Pope Benedict’s visit to Brazil no doubt inspired conservatives and traditionalists, but his words seemed to upset just about everyone else. Those most offended, and rightly so, where Brazil’s indigenous people. At a talk before Latin American and Caribbean Bishops made at the end of his visit, the Pontiff said that American Indians had “welcomed” the arrival of the Europeans 500 years ago, as they had been “silently longing” for Christianity. The Pontiff alleged that the Church had “purified” native peoples, and that a revival of indigenous spiritual beliefs would be “a backward step.” Moreover, the Pontiff said the Christian Church had not imposed its teachings upon the indigenous people of the Americas. Shockingly, the Pope made no mention of the documented violence and genocide in Latin America directed against native peoples by the Conquistadors and the Christian Church. As the Washington Post reported:
Indian leaders in Brazil said on Monday they were offended by Pope Benedict’s ‘arrogant and disrespectful’ comments that the Roman Catholic Church had purified them. Several Indian groups sent a letter to the Pope last week asking for his support in defending their ancestral lands and culture. They said the Indians had suffered a ‘process of genocide’ since the first European colonizers had arrived. (….) “The state used the Church to do the dirty work in colonizing the Indians but they already asked forgiveness for that … so is the Pope taking back the Church’s word?” said Dionito Jose de Souza a leader of the Makuxi tribe in northern Roraima state.

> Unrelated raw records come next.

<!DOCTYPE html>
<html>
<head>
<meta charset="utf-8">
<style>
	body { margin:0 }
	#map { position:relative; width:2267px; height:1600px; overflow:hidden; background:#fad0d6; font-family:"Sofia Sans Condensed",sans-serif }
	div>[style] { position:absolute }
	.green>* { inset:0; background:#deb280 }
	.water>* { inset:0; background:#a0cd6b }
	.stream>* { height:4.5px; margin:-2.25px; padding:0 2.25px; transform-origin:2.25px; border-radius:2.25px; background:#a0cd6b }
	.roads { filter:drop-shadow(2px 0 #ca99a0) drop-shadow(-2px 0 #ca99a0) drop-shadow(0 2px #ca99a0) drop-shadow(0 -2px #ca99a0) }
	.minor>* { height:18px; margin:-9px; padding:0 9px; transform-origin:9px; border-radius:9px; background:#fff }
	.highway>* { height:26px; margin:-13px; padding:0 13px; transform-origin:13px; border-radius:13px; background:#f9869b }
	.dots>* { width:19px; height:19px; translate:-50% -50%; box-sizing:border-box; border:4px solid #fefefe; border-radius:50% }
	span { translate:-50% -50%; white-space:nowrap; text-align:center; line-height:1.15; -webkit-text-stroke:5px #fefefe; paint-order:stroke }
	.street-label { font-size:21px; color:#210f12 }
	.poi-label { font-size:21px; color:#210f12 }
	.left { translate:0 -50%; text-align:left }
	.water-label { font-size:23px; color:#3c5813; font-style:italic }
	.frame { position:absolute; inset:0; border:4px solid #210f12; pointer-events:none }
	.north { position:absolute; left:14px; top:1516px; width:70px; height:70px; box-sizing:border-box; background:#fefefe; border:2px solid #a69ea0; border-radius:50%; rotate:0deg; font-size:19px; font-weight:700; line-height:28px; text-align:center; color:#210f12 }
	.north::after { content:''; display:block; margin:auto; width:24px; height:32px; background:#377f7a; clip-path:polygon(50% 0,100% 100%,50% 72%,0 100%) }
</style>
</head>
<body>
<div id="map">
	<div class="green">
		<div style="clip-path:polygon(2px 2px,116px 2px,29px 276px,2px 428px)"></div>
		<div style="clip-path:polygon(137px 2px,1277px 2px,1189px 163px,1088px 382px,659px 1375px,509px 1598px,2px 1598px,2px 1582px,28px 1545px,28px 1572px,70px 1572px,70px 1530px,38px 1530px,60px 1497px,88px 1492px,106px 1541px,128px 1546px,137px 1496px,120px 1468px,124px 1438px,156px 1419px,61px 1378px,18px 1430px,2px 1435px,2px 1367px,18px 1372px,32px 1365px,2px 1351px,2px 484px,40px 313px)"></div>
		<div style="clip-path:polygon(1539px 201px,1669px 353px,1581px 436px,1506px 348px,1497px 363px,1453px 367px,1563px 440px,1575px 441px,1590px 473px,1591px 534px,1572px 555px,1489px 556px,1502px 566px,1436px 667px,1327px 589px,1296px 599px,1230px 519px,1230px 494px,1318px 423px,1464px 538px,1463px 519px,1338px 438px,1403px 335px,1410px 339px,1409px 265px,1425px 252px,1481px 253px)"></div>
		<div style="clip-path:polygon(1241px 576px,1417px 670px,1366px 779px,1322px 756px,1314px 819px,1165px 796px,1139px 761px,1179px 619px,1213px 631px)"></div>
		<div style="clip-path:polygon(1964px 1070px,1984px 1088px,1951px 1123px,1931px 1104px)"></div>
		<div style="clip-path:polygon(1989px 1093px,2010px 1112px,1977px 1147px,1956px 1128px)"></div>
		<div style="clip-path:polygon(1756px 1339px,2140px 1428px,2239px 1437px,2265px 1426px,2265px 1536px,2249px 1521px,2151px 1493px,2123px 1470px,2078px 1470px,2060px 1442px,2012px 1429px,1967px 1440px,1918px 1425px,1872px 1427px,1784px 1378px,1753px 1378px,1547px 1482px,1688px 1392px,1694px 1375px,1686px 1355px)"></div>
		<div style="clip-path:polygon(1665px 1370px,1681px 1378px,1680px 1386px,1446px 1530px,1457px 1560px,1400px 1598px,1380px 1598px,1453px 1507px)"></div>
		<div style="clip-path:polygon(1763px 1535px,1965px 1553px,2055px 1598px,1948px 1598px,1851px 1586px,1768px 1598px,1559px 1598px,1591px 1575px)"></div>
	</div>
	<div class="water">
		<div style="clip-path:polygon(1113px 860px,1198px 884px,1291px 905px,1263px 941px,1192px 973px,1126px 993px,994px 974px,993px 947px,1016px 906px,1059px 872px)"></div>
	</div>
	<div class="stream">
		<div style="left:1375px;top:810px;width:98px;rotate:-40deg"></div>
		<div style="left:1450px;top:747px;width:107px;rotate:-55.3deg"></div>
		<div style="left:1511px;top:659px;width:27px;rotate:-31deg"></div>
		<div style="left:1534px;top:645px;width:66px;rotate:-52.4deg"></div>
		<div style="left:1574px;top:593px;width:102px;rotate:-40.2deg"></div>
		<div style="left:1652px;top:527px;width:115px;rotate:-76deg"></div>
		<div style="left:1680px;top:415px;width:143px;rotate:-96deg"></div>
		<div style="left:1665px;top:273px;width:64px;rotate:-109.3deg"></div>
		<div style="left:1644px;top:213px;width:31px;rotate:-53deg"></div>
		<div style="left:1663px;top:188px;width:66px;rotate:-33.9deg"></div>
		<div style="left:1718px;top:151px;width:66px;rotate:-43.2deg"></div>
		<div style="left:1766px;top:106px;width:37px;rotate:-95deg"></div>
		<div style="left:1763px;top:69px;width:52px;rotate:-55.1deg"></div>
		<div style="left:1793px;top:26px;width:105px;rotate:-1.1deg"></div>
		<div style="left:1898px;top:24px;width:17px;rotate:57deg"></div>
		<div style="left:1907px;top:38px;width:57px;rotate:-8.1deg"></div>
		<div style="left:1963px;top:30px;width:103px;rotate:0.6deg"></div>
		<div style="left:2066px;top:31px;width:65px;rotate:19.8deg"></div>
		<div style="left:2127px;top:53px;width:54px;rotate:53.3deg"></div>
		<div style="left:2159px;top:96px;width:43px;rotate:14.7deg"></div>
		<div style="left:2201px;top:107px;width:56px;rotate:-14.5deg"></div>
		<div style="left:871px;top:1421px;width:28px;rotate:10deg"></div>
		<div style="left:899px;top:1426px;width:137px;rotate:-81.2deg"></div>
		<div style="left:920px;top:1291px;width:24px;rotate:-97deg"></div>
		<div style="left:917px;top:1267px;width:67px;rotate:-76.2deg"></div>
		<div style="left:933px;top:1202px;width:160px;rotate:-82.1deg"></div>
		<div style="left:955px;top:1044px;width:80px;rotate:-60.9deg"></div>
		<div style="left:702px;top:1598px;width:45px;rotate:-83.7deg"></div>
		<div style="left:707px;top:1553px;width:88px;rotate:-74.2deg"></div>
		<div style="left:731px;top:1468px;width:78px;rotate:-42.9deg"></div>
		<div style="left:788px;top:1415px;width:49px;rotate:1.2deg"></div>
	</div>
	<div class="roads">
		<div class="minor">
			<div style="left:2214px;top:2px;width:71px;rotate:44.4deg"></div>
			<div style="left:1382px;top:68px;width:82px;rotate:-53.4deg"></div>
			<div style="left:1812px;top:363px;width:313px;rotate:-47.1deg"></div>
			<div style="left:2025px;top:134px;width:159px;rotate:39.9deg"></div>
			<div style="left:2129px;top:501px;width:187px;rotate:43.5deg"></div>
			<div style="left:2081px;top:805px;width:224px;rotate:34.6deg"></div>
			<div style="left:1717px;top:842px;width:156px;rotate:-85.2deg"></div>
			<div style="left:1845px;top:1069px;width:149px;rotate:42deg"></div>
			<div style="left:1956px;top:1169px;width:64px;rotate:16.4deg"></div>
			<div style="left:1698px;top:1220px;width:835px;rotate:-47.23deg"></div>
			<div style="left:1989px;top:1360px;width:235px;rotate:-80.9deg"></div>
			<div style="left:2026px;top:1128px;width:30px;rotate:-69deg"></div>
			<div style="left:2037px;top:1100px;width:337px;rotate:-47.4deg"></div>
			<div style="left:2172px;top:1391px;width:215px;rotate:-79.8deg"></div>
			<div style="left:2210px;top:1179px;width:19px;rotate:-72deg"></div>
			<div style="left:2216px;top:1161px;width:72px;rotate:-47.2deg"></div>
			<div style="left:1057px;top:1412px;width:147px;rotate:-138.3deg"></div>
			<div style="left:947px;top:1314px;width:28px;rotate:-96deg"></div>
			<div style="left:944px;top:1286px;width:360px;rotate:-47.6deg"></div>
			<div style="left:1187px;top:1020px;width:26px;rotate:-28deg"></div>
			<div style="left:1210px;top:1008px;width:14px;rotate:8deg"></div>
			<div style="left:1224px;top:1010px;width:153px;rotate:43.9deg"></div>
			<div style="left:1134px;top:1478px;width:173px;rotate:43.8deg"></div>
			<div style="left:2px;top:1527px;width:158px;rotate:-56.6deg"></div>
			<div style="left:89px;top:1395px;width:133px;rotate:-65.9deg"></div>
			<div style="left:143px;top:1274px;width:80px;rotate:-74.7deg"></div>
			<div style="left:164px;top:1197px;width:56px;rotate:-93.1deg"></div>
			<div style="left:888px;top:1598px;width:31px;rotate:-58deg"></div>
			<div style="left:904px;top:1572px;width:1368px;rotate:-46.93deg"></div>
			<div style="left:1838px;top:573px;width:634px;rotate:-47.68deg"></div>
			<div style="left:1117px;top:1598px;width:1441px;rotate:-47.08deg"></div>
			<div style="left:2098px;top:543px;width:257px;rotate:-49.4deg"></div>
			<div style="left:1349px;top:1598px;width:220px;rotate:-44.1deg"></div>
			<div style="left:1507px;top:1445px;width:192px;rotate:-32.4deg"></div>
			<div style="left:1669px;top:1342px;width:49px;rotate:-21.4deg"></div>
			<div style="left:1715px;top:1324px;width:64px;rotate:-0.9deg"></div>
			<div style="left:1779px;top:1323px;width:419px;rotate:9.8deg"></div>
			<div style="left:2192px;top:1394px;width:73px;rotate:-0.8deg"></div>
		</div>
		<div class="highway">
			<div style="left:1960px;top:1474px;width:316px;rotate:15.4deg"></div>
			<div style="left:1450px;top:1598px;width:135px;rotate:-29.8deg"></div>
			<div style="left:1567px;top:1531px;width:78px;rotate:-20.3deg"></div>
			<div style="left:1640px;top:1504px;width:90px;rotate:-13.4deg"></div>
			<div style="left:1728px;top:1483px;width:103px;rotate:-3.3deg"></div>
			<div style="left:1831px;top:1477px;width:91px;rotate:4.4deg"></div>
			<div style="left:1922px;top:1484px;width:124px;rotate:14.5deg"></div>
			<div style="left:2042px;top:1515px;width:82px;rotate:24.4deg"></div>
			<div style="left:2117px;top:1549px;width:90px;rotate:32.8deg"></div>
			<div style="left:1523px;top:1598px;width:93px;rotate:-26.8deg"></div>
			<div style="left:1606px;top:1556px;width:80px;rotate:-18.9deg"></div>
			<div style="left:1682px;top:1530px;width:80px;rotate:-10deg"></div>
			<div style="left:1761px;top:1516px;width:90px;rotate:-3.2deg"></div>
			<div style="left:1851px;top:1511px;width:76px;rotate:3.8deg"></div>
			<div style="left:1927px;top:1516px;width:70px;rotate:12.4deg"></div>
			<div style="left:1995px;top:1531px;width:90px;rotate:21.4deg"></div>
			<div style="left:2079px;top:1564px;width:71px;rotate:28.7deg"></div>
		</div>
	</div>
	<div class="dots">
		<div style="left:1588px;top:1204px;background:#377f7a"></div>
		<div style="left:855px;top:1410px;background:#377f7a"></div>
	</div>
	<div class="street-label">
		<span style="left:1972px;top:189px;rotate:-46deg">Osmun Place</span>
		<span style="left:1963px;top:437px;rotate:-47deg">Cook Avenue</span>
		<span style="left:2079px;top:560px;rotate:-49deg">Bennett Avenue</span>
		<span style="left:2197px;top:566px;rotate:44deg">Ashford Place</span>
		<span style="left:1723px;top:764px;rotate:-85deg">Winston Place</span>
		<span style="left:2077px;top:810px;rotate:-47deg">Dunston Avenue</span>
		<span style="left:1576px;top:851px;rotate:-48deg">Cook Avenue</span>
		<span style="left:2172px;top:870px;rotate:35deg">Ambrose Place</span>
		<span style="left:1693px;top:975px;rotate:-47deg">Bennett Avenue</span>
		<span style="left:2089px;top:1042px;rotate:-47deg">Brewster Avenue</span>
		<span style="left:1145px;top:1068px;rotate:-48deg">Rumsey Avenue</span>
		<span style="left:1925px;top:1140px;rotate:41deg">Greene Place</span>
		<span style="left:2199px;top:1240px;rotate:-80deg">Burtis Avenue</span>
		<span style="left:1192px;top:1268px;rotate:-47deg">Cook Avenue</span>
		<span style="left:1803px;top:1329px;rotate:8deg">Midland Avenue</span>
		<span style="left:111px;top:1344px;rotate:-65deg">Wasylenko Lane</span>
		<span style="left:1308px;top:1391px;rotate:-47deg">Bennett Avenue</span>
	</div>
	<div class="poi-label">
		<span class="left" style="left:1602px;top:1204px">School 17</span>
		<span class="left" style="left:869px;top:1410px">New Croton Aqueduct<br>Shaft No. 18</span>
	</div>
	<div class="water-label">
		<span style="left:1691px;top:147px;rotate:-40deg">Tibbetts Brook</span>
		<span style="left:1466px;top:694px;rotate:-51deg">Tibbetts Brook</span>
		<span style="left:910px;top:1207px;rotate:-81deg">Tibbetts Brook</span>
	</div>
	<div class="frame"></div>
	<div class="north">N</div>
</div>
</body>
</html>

Pope John Paul spoke in 1992 of mistakes in the evangelization of native peoples of the Americas. Pope Benedict not only upset many Indians but also Catholic priests who have joined their struggle, said Sandro Tuxa, who heads the movement of northeastern tribes.”We repudiate the Pope’s comments,” Tuxa said. “To say the cultural decimation of our people represents a purification is offensive, and frankly, frightening. “I think the Pope has been poorly advised.”